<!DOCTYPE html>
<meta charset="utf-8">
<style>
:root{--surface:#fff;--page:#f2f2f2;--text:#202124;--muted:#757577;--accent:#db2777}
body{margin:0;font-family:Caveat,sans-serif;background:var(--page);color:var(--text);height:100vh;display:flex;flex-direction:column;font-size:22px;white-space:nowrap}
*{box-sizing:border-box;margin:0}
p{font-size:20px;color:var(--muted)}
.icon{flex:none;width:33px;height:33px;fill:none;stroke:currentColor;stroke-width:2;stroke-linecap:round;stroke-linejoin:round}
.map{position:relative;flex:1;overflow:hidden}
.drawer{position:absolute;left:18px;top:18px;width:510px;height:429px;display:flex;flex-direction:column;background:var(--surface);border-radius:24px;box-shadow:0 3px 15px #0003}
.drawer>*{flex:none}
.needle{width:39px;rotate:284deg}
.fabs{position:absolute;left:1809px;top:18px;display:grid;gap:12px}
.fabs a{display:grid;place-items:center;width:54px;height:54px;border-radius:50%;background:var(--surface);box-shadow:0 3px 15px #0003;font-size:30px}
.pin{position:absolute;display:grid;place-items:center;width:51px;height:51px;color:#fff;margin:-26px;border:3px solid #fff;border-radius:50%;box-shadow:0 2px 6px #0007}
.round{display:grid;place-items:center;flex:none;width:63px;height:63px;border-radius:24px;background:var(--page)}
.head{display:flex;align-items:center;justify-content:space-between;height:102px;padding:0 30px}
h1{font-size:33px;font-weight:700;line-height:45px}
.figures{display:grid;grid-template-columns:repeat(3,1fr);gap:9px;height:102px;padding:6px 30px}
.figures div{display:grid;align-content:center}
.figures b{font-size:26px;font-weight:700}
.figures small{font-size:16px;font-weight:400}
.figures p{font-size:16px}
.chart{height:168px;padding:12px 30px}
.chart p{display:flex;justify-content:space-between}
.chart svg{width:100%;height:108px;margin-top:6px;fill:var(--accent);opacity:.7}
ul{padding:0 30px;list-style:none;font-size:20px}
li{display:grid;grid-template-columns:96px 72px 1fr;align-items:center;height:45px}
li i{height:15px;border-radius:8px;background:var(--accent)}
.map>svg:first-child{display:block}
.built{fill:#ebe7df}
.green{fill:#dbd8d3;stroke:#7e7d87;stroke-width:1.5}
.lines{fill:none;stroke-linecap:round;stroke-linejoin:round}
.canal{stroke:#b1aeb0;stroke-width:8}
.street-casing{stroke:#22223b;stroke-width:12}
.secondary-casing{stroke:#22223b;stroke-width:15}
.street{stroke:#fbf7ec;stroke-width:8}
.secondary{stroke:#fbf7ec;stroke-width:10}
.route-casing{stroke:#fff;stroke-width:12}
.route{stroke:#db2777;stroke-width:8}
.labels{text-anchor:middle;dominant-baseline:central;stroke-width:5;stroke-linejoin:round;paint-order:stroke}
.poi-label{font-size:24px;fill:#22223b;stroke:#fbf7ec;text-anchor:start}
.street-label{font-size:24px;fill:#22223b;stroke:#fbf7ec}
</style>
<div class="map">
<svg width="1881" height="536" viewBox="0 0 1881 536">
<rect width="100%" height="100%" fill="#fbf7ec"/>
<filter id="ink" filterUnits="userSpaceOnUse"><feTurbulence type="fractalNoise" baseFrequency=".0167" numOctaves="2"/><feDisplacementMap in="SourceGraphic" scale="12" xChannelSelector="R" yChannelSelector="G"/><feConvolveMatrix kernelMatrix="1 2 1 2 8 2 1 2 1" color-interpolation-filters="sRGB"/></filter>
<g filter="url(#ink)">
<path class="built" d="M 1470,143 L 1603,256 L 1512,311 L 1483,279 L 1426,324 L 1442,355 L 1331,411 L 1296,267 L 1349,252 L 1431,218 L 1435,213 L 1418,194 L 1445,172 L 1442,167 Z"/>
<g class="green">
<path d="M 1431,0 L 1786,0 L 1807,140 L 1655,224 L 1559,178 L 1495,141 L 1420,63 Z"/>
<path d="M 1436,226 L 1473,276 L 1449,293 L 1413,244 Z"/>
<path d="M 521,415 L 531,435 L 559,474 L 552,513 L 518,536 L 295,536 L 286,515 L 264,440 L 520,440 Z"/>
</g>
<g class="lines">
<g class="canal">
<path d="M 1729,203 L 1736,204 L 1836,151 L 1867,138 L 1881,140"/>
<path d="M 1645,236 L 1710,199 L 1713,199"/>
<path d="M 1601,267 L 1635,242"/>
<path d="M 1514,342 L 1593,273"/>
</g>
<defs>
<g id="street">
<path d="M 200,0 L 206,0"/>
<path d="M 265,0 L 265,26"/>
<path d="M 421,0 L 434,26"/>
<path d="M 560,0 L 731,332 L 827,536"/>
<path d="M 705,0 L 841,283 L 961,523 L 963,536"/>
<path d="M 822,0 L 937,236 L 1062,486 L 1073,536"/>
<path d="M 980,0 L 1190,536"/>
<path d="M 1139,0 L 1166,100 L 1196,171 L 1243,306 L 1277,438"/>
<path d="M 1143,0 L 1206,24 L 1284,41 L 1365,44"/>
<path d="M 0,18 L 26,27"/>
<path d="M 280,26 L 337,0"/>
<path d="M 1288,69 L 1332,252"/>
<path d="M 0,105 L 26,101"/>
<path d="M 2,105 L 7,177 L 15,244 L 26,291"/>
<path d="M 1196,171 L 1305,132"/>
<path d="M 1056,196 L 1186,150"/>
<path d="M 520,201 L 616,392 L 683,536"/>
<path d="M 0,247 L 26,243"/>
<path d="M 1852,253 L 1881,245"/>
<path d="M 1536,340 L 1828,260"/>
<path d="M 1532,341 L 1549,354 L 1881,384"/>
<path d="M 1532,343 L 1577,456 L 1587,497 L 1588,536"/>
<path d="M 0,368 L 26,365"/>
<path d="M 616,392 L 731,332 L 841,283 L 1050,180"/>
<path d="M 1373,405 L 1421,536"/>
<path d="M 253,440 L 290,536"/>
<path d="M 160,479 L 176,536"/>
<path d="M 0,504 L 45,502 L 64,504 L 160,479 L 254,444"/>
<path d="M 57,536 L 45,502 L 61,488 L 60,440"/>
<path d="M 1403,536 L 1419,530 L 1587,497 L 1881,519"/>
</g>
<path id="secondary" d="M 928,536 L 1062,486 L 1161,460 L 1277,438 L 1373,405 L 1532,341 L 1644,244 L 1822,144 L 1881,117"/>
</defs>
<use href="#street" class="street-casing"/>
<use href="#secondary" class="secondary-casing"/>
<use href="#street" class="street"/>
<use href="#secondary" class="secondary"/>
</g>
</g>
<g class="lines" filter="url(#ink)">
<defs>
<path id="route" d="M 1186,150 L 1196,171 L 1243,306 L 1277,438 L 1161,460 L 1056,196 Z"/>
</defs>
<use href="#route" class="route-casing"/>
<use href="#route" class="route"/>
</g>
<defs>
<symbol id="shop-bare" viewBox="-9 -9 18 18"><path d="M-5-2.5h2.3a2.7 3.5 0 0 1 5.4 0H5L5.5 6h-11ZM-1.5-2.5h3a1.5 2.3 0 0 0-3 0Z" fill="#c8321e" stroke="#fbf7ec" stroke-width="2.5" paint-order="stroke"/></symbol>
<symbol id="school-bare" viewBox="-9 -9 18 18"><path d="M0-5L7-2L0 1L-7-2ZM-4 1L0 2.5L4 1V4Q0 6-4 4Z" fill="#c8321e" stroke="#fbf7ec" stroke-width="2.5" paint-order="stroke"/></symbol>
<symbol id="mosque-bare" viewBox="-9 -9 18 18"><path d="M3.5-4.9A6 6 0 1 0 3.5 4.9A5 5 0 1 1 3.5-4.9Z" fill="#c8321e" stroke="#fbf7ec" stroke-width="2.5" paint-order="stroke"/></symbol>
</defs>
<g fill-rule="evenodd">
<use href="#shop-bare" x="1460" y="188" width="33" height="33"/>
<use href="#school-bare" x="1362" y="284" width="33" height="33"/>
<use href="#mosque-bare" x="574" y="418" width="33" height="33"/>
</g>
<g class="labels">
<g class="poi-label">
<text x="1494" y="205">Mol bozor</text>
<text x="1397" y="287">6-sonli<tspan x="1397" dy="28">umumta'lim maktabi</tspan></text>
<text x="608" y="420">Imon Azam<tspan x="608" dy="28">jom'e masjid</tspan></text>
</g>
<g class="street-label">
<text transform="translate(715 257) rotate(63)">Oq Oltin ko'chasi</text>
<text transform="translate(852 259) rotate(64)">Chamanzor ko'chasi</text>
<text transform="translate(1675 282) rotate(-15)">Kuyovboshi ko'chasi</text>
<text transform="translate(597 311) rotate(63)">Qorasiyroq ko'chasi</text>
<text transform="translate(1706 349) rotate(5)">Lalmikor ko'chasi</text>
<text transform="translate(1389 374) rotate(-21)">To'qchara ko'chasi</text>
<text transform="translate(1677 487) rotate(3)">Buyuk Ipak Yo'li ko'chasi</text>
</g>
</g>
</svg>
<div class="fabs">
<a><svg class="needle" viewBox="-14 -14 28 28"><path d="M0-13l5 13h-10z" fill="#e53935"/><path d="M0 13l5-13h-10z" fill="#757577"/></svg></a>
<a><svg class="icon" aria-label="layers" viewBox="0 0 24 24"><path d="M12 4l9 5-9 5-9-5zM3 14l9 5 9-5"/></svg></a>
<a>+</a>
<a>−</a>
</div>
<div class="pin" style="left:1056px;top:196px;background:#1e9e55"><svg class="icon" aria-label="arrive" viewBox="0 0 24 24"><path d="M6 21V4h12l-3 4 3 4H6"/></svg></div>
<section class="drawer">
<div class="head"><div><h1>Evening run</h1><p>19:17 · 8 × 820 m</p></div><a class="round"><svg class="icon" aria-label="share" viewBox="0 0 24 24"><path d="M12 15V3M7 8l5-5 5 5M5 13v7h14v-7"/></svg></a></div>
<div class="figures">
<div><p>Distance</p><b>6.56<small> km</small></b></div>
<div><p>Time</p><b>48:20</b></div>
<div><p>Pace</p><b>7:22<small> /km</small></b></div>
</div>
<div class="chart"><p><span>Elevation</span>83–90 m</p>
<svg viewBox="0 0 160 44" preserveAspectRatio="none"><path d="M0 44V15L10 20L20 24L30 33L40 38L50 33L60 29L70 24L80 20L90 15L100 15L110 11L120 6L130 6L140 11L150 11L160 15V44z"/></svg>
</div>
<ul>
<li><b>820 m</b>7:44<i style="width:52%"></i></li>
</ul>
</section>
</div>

Exercise instructions: How many lines above contain the word "position"? Reply with only the number.

Answer box: 4